If you’re interested in the “why” behind some of the tech at Passenger then read on…
Almost all our transport data is stored in MongoDB. Mongo falls under the “NoSQL” class of databases and is document-orientated. Mongo lends itself well here as public transport journeys are discrete objects with lots of data. To fetch a timetable, we look for all the journeys in that timetable. This is much simpler than storing individual times as rows in a SQL database as it means things like journeys crossing midnight aren’t a special case.
A benefit working with fixed timetables is that there is a whole sub-domain of data that rarely changes. This means we can focus on having simple and performant read structures. We do this by performing the more intensive writes as a series of background import jobs. Any time we want a new view on the data that existing documents don’t lend themselves to, we can add a new job to import data in a different way.
Ticket products and payments are stored in MariaDB. The relational nature of it allows for various different views and reports to be created and its atomicity is suitable for payment transactions.
Elasticsearch is a search engine. We, of course, use it for searching. This powers things like the auto-complete results in Passenger apps and websites. Google is very good at search too but Elastic allows us to fine tune what data goes in and what data is returned in search results, prioritising locations that can be reached via each transport network.
We use Redis for real time transport data, such as stop departures. Redis’ built in timed expiry of keys is perfect for automatically cleaning out data. Being in-memory, Redis is very fast, which allows us to serve departure boards for many thousands of stops in just a few milliseconds.
Amazon’s DynamoDB is used as Passenger’s configuration. Distributed services can access parts of the same config over the internet. We have a package used in each service that fetches the config for the service in a uniform way.
Getting more esoteric, we also have an in-memory directed graph of journey data. This allows us to plan journeys across nodes a transport network, querying based on geospatial and temporal constraints.

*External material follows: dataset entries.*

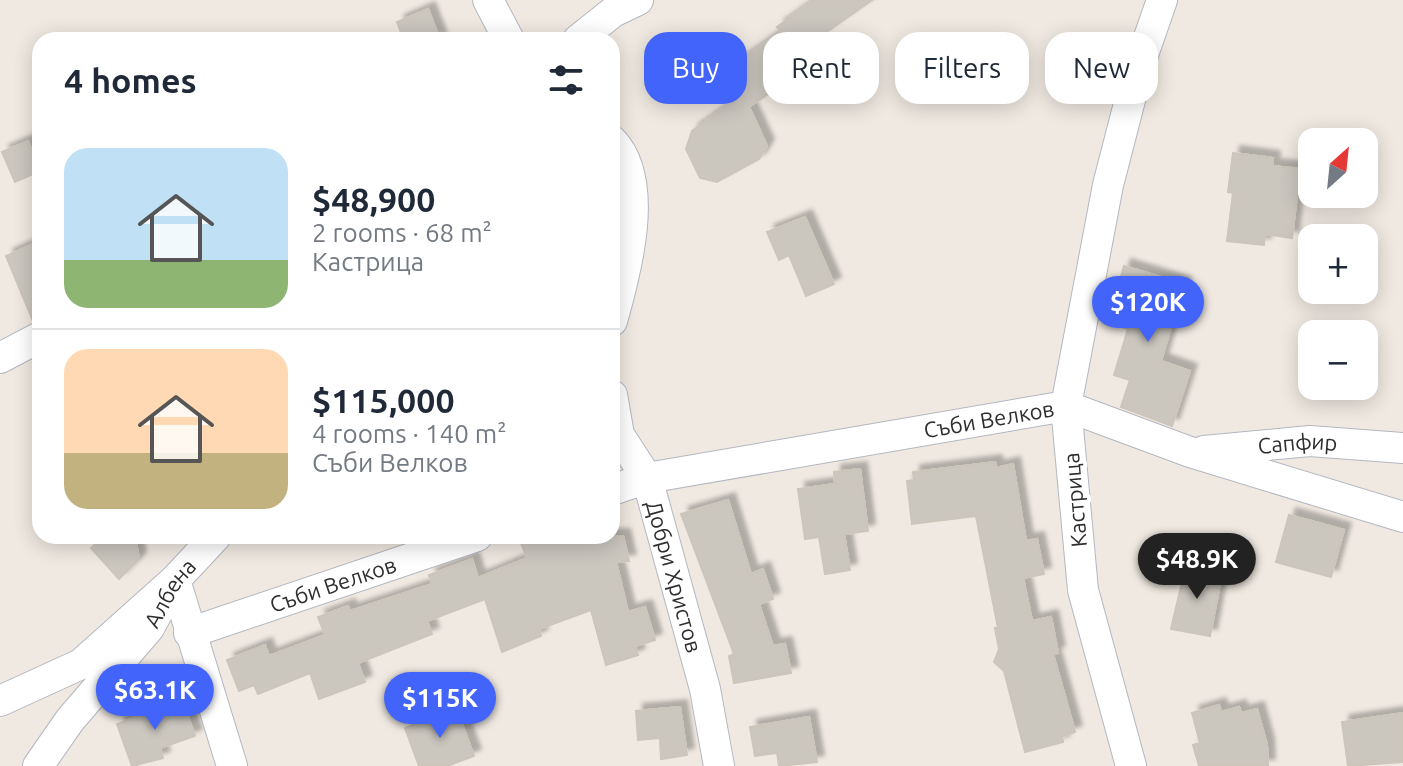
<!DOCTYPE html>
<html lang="en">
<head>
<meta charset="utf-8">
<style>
	:root { --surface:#fff; --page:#f6f6f7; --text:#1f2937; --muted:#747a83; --line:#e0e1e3; --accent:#4264fb }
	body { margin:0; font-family:Ubuntu,sans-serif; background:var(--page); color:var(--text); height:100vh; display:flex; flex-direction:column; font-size:30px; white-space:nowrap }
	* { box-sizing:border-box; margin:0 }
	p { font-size:26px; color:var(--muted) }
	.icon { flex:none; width:44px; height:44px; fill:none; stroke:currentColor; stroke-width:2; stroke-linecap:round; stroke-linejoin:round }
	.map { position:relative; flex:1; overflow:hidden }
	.side { position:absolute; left:32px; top:32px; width:588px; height:512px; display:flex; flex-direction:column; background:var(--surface); border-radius:24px; box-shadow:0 4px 20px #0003 }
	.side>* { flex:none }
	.guide { position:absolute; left:644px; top:32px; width:638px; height:72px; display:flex; gap:16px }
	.needle { width:52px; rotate:27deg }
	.buttons { position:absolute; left:1298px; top:128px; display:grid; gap:16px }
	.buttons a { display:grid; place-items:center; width:80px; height:80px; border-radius:16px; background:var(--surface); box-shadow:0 4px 20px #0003; font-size:40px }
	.price { position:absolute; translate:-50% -68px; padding:0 18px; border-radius:28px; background:var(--accent); color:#fff; font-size:26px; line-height:52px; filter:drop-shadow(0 2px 4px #0008) }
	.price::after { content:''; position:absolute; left:50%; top:48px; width:24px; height:18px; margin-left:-12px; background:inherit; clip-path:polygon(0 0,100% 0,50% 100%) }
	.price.selected { background:#222; color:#fff }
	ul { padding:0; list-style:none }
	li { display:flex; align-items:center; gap:24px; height:200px; padding:0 32px }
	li+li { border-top:2px solid var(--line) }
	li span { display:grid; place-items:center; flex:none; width:224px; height:160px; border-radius:24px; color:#555 }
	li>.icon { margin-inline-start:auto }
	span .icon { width:96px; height:96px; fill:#fffc; stroke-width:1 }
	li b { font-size:34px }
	h2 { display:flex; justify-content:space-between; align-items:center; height:96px; padding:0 32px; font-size:34px }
	.tag { padding:0 28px; border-radius:24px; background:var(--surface); box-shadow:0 4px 20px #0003; font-size:28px; line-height:72px }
	.tag.selected { background:var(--accent); color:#fff }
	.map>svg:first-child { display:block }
	.building { fill:#cbc7bf; stroke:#cbc5ba; stroke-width:2; filter:url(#shadow) }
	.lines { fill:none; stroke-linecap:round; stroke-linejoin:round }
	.minor-casing { stroke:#b4b7c1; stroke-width:32 }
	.minor { stroke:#fff; stroke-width:30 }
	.labels { text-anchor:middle; stroke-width:8; stroke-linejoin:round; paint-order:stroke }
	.street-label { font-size:22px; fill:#2e2e2e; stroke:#fff }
</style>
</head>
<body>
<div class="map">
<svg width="1403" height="766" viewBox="0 0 1403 766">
	<defs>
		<filter id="shadow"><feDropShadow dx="7" dy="-7" stdDeviation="2" flood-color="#0004"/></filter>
	</defs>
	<rect width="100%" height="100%" fill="#efe9e1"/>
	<!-- building -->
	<g class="building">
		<path d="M815 0H872L774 69 784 83 749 107 767 146 759 159 717 182 700 178 686 149 692 131 739 98 724 72 781 32 777 27Z"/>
		<path d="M428 9 440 40H404L397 22Z"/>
		<path d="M28 141 40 171 15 182 2 152Z"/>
		<path d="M1233 153 1273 158 1272 166 1300 169 1292 238 1265 234 1264 245 1227 241 1233 193 1228 192Z"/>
		<path d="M805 217 834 284 806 296 789 255 779 260 767 232Z"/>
		<path d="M40 241V319L33 321 6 256Z"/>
		<path d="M1124 266 1184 284 1161 361 1190 371 1172 426 1121 407 1130 380 1114 375 1128 329 1108 322Z"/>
		<path d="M995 462 996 468 1013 464 1026 541 1037 539 1044 574 1023 578 1032 621 1051 617 1058 653 1053 654 1075 732 1062 736 1063 742 1025 752 1004 671 994 662 999 649 995 628H998L976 516 912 524 907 481 914 480 913 472Z"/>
		<path d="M860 469 868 531 844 534 850 570 825 574 819 537 805 539 798 489 835 484 834 472Z"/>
		<path d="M728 500 751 574 763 569 773 599 759 604 773 646 785 644 791 673 734 683 729 656 734 654 681 514Z"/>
		<path d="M1289 515 1344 530 1331 577 1276 562Z"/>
		<path d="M104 536H135L139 559 119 579 91 548Z"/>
		<path d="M537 536H623L629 561 616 562 628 612 645 607 655 640 635 646 638 655 606 665 591 610 539 629 541 636 502 652 485 599 427 621 432 634 358 663 365 682 319 699 310 673 258 694 254 685 239 691 227 660 265 645 269 656 325 635 318 617 348 606 350 611 432 584 429 575 472 559 478 578 527 558 520 541Z"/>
		<path d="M1186 565 1222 573 1210 636 1171 629Z"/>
		<path d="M182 700 195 736 160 748 163 758 132 766 117 724Z"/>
		<path d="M1219 705 1221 712 1239 707 1241 713 1257 709 1267 745 1268 766H1199L1193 745 1200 743 1192 713Z"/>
		<path d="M680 707 687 755 661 759 660 738 638 740 636 711Z"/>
		<path d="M456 708 474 756 447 766H419L405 728Z"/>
		<path d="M1403 713V762L1348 766 1342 722Z"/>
		<path d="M809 717 817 762 779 766 777 753 755 756 750 727Z"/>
	</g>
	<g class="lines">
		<!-- minor casing -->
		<g class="minor-casing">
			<g id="minor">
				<path d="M488 0 509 40"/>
				<path d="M578 40 613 12 638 0"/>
				<path d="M612 141C651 181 626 272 612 321"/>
				<path d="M0 358 40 337"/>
				<path id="s1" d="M612 395 619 435 647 478 705 689 719 766"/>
				<path id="s2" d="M1204 451 1310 441 1403 448"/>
				<path id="s3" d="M612 490 647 478 1066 406 1190 452 1403 517"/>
				<path id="s4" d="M189 633 477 536"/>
				<path d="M0 701 81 664 175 580 232 766"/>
				<path id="s5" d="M38 766 70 720 149 628 175 580 216 536"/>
				<path d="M1131 766 1083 590 1066 406 1108 185 1138 69 1162 0"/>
			</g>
		</g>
		<!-- minor -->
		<use href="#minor" class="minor"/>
	</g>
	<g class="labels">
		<!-- street labels -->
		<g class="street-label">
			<text dy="8" stroke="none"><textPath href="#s3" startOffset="384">Съби Велков</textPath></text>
			<text dy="8" stroke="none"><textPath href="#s2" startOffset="94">Сапфир</textPath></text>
			<text transform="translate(1075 500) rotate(-95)" y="8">Кастрица</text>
			<text dy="8" stroke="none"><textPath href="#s1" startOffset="194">Добри Христов</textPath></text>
			<text dy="8" stroke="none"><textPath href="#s4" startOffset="152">Съби Велков</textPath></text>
			<text dy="8" stroke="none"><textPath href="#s5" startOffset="218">Албена</textPath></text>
		</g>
	</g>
</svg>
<div class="buttons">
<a><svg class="needle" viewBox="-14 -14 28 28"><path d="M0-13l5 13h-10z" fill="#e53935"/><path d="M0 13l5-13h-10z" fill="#747a83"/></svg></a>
<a>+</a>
<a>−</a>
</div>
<b class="price" style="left:1148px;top:344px">$120K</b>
<b class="price selected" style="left:1197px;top:601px">$48.9K</b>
<b class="price" style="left:155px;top:732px">$63.1K</b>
<b class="price" style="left:440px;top:740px">$115K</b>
<div class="guide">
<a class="tag selected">Buy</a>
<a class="tag">Rent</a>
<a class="tag">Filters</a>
<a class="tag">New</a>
</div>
<section class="side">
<h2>4 homes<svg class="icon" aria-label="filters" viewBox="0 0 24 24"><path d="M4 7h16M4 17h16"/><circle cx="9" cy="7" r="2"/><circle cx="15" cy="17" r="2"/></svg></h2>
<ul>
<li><span style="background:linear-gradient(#bfe0f5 70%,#8fb573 0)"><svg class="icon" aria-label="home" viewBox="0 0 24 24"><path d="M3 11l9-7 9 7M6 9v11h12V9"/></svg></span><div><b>$48,900</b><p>2 rooms · 68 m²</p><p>Кастрица</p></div></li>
<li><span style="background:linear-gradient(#ffd9b3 65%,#c2b280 0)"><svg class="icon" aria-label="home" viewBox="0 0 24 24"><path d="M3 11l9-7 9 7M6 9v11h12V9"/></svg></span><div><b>$115,000</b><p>4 rooms · 140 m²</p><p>Съби Велков</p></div></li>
</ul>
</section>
</div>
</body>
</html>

We’ve built 2 of our own journey planners from scratch in the past but Passenger now uses OpenTripPlanner behind the scenes, with our own data augmentation and processes going on too.
At first glance having so many different databases may look like overcomplexity. In reality, the storage engines have clear responsibilities and contexts in which they use the data. The isolation means we haven’t ended up with one monolithic SQL server that gets out of control.
Having 6* different databases can be a bit of a learning curve for new developers. Fortunately, PHP packages like Doctrine abstract away many of the differences. Ansible and Terraform (for provisioning servers and development environments) helps here too, as new instances can be created without having to configure anything.
There’s various bits we’re expecting to change in the future. There’s a good chance we’ll outgrow Redis for some of the real-time things we want to do and have to move that elsewhere. We’ve only scratched the surface of Elastic, so want to exploit more of its capabilities to provide a better UX. More of our storage is heading towards AWS too, to make scaling easier and so we can focus on the code.
*At the current count, not including storage used by websites and apps — that will have to be a separate post.